(INSTRUCTIONS FOR THE TASK)
Set out exactly every line of the entries below, starting at the line that holds "ctx.font = font" and stopping after the line that holds "ctx.rotate((+turn || 0) * Math.PI / 180);".
- - - - - - -
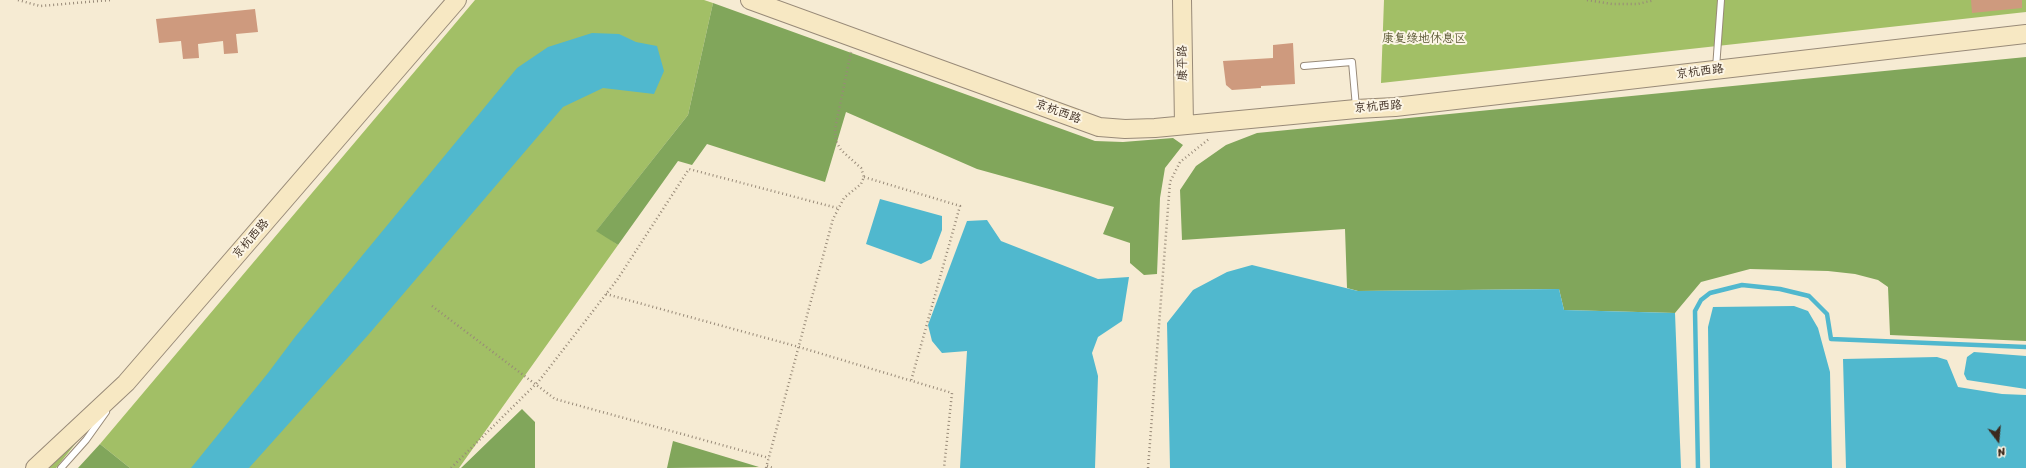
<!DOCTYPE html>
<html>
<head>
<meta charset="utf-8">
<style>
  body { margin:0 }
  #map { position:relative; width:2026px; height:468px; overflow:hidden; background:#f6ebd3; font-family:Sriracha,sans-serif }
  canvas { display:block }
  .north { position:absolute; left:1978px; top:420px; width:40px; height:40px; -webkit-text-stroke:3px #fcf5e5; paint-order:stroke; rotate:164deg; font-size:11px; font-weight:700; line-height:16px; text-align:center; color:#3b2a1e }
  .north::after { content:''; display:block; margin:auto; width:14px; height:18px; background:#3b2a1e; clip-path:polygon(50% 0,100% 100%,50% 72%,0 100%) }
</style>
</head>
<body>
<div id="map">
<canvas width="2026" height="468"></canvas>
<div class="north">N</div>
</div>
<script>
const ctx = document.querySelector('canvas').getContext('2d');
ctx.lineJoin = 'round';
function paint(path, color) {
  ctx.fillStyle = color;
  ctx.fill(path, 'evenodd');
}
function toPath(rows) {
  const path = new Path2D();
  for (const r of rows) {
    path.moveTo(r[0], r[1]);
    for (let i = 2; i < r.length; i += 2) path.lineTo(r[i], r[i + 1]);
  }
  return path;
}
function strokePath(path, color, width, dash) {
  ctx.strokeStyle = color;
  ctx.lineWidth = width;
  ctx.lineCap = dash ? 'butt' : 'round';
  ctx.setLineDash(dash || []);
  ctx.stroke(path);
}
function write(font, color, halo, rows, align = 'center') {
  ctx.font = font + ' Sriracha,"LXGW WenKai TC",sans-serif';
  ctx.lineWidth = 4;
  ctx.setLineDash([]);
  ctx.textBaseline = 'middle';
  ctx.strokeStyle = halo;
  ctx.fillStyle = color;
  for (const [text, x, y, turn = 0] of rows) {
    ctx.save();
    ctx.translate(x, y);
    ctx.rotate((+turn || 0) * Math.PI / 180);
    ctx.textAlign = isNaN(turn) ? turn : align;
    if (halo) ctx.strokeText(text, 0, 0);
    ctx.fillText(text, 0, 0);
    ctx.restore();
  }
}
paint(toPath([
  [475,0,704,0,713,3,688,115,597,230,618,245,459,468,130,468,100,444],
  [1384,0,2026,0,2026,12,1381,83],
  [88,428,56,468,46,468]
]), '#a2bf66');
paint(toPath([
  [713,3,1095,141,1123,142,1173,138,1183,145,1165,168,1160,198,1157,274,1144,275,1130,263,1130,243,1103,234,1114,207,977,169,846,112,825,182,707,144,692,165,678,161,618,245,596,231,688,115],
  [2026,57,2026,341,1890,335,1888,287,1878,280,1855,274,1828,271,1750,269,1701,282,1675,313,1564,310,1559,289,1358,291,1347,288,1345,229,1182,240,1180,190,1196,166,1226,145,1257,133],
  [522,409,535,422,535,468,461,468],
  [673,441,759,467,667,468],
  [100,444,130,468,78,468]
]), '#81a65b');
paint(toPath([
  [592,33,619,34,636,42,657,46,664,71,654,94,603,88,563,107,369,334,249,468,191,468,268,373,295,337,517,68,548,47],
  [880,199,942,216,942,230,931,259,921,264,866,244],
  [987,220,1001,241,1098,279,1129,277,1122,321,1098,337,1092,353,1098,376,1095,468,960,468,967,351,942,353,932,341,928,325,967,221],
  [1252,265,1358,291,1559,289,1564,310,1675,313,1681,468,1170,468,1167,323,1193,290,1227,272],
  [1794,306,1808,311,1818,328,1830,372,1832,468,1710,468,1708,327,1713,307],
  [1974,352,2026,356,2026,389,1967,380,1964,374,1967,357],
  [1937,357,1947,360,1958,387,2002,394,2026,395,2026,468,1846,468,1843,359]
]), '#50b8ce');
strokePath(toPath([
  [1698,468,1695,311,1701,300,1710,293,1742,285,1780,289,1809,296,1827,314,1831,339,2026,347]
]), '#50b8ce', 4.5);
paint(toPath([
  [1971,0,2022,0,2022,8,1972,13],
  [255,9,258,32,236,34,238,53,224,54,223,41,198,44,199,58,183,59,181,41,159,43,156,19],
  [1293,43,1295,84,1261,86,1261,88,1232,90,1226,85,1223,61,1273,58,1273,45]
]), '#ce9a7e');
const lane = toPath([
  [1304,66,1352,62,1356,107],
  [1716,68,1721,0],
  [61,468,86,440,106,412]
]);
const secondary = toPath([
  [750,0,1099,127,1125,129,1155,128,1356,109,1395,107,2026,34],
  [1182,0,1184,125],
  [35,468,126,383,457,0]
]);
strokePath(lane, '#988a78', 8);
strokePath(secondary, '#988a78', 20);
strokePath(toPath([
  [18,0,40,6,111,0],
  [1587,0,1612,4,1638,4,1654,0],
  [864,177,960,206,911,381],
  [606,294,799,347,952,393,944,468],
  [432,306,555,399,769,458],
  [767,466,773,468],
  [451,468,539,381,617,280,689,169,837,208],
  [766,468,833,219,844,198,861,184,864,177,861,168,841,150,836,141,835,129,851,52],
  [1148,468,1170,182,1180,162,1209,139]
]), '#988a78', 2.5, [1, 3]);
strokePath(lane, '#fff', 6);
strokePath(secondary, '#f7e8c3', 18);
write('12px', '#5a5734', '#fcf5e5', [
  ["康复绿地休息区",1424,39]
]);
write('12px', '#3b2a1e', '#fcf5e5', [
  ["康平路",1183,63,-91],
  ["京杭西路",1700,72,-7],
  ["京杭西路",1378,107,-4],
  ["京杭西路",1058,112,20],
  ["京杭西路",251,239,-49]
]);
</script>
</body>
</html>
- - - - - - -
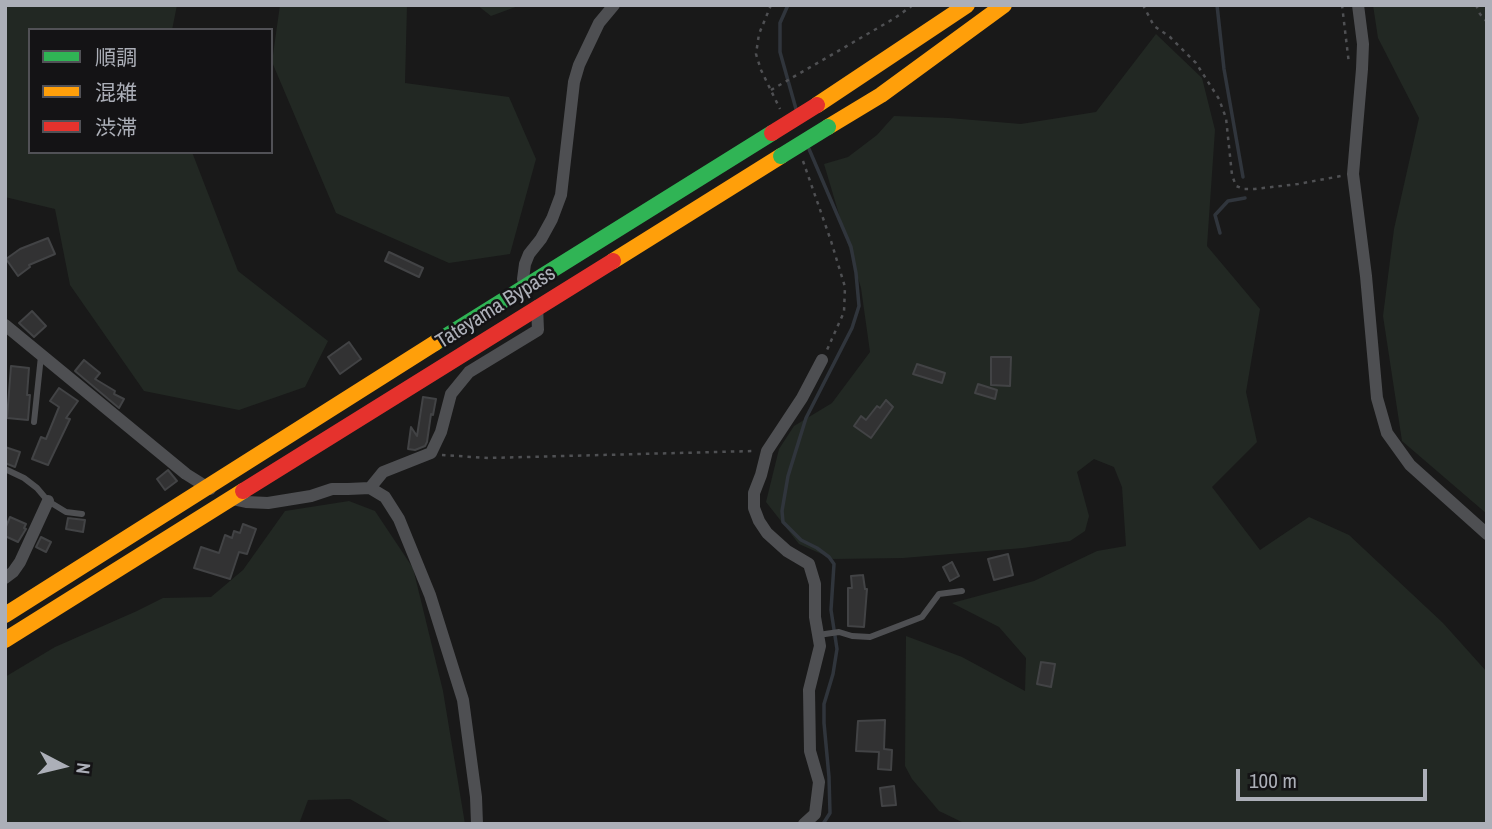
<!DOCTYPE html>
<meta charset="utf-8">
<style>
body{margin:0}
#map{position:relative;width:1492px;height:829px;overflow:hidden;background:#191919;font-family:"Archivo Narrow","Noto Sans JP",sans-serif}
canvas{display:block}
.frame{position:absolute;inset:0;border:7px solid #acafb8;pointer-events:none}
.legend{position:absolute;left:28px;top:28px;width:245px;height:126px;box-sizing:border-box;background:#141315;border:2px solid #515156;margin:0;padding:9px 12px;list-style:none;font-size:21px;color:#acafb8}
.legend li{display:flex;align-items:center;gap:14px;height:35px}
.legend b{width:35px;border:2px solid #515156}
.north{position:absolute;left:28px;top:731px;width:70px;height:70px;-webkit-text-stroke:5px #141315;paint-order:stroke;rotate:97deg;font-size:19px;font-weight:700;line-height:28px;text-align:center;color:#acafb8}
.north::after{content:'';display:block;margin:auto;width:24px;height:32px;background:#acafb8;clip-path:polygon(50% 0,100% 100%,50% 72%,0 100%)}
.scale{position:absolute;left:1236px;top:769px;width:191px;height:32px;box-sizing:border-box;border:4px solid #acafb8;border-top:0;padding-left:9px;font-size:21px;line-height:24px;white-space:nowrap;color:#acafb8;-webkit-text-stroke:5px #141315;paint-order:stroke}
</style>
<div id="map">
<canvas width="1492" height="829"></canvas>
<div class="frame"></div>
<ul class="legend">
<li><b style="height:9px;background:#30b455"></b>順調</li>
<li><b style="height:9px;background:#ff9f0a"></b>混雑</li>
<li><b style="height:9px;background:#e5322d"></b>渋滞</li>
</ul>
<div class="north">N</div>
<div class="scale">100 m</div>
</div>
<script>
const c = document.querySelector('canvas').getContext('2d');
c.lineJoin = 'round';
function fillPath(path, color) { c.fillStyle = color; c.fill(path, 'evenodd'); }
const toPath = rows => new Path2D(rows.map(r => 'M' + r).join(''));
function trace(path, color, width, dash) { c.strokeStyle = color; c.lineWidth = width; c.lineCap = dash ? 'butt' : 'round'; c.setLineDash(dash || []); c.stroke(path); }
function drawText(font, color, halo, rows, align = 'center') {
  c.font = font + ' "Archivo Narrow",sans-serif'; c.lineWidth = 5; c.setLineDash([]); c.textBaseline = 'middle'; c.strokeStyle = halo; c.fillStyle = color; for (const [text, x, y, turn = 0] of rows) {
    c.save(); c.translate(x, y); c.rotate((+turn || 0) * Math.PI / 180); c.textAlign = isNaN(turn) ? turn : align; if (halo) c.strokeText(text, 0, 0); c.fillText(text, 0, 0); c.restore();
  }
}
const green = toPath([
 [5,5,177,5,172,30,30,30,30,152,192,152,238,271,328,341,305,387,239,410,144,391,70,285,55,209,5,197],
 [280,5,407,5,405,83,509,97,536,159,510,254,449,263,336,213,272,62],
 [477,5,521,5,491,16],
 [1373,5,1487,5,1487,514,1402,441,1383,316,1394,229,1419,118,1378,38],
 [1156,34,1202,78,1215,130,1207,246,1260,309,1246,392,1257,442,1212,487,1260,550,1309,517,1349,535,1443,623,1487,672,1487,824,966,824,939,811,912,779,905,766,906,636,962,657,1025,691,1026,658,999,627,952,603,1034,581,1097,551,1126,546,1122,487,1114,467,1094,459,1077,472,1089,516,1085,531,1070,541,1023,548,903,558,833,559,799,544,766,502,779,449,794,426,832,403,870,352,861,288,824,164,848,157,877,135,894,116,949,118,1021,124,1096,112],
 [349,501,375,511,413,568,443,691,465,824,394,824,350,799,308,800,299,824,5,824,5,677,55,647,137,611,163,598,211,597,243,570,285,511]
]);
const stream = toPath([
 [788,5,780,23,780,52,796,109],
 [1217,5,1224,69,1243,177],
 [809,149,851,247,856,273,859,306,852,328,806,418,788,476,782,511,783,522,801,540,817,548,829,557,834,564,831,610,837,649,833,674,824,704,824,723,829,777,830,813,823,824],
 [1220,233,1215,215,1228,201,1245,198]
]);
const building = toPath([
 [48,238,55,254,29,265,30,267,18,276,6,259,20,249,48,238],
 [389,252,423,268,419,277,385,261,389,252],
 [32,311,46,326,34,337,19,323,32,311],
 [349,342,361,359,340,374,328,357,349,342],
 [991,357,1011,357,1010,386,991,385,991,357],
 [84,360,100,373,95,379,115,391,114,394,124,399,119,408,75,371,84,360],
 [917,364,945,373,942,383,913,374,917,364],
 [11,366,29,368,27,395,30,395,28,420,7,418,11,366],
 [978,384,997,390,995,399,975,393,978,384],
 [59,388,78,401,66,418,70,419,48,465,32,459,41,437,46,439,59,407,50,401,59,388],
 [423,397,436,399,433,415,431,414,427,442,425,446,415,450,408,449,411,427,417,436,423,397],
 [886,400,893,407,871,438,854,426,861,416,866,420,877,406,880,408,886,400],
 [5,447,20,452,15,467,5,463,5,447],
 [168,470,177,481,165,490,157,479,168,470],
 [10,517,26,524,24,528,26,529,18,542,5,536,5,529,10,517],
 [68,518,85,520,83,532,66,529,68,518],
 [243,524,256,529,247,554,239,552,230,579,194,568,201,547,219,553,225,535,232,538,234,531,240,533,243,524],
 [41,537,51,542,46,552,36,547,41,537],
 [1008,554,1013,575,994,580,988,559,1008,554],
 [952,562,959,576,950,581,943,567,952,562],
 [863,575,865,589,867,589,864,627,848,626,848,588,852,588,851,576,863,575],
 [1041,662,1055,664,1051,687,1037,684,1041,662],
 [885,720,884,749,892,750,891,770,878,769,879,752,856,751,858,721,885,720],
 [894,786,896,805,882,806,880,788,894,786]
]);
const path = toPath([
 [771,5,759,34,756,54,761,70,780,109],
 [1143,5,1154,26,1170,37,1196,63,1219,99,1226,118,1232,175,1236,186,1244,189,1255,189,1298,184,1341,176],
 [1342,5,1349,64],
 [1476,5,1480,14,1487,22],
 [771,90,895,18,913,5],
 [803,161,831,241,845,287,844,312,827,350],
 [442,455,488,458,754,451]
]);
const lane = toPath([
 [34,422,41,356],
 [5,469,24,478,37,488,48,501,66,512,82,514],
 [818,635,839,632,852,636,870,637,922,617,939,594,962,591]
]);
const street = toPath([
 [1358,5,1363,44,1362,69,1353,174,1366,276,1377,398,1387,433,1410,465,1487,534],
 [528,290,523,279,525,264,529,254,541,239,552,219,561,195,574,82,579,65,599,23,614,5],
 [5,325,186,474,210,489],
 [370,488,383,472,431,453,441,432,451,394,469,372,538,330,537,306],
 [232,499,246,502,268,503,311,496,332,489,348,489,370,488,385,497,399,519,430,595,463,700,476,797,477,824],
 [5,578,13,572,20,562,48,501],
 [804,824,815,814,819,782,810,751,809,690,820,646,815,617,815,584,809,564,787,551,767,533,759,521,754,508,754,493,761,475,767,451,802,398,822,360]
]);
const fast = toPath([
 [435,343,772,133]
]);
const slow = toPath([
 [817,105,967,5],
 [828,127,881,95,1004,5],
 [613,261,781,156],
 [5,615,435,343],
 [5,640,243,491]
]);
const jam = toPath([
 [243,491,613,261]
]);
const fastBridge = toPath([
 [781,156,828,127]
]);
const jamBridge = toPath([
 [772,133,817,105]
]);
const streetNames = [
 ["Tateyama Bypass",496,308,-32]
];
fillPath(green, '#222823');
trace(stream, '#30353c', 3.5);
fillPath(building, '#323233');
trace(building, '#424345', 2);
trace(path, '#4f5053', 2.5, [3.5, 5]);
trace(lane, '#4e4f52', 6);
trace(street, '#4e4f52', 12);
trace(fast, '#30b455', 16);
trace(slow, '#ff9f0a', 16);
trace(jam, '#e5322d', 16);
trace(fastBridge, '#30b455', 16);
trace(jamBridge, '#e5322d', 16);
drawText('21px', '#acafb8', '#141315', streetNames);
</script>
- - - - - - -
(REPLY)
  ctx.font = font + ' Sriracha,"LXGW WenKai TC",sans-serif';
  ctx.lineWidth = 4;
  ctx.setLineDash([]);
  ctx.textBaseline = 'middle';
  ctx.strokeStyle = halo;
  ctx.fillStyle = color;
  for (const [text, x, y, turn = 0] of rows) {
    ctx.save();
    ctx.translate(x, y);
    ctx.rotate((+turn || 0) * Math.PI / 180);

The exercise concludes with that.